Welcome to the first Sunday e-mail. I hope you’ll enjoy all the material that’s to come. I’m passionate about it and want to make you feel the same way.
On Wednesday you should receive my first newsletters: two of them. One will be an informal overview of what’s waiting. The other, appropriately, will be about the very first textbook in Criminology: why it was written, what it meant, and all the reasons it was such a bad start.
That will be our regular schedule: a short e-mail on Sunday and a proper newsletter on Wednesday. Each one will deal with a different topic in Crime & Psychology - offender profiling, executions, the causes of crime, the psychology of intergroup hostility, lots of other topics. If there’s anything you’d particularly like to read about, let me know. I’ll do my best.

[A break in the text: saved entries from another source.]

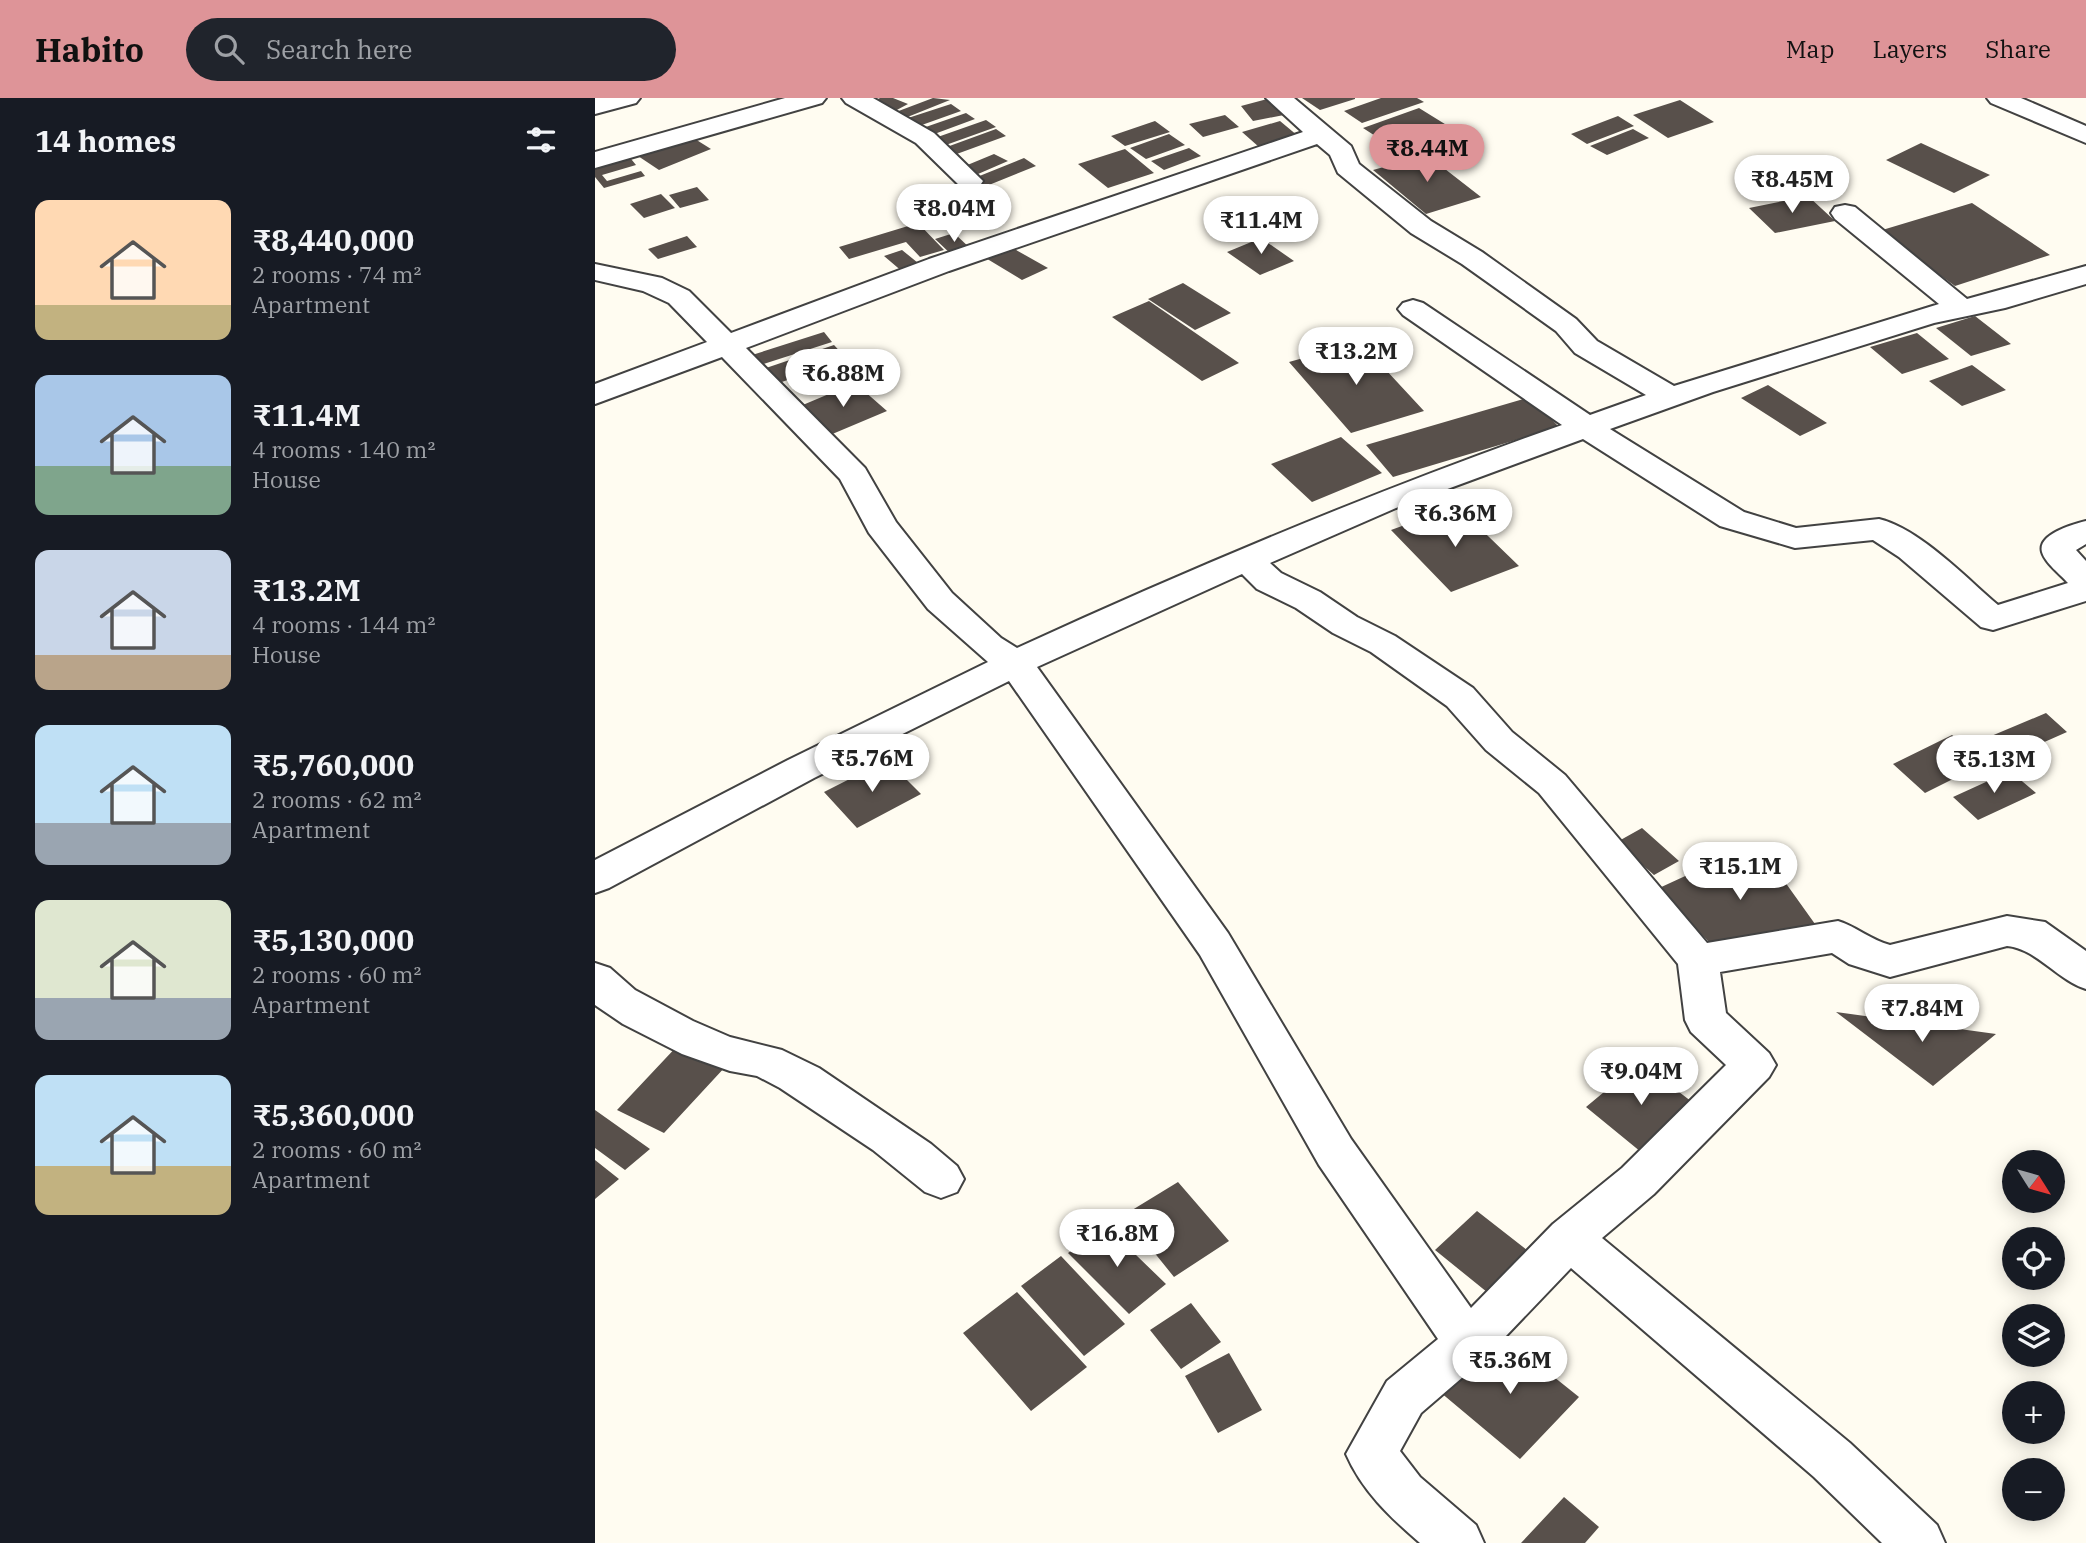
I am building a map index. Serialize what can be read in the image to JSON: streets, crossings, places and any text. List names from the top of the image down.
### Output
{
  "north": "bottom right",
  "page": {
    "header": "Habito",
    "search": "Search here",
    "nav": ["Map", "Layers", "Share"],
    "heading": "14 homes",
    "price": [
      "₹8.44M",
      "₹8.45M",
      "₹8.04M",
      "₹11.4M",
      "₹13.2M",
      "₹6.88M",
      "₹6.36M",
      "₹5.76M",
      "₹5.13M",
      "₹15.1M",
      "₹7.84M",
      "₹9.04M",
      "₹16.8M",
      "₹5.36M"
    ],
    "list": [
      {
        "name": "₹8,440,000",
        "note": "2 rooms · 74 m² · Apartment"
      },
      {
        "name": "₹11.4M",
        "note": "4 rooms · 140 m² · House"
      },
      {
        "name": "₹13.2M",
        "note": "4 rooms · 144 m² · House"
      },
      {
        "name": "₹5,760,000",
        "note": "2 rooms · 62 m² · Apartment"
      },
      {
        "name": "₹5,130,000",
        "note": "2 rooms · 60 m² · Apartment"
      },
      {
        "name": "₹5,360,000",
        "note": "2 rooms · 60 m² · Apartment"
      }
    ],
    "map_buttons": ["+", "−"]
  }
}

The first edition of our Dictionary of Crime will be available soon.
Thanks again for subscribing. I hope you’ll read many more of these Sunday e-mails.
Jason
Five bullet points this week:
NEWS: Just one psychological observation about events in Gaza: The worst news bulletins are always about people prioritising nationality, race, religion, etc., over individual identity. To do so means reducing oneself, and others, to nothing more than representatives of groups. Any psychologist interested in Social Identity Theory can tell you what inevitably happens next.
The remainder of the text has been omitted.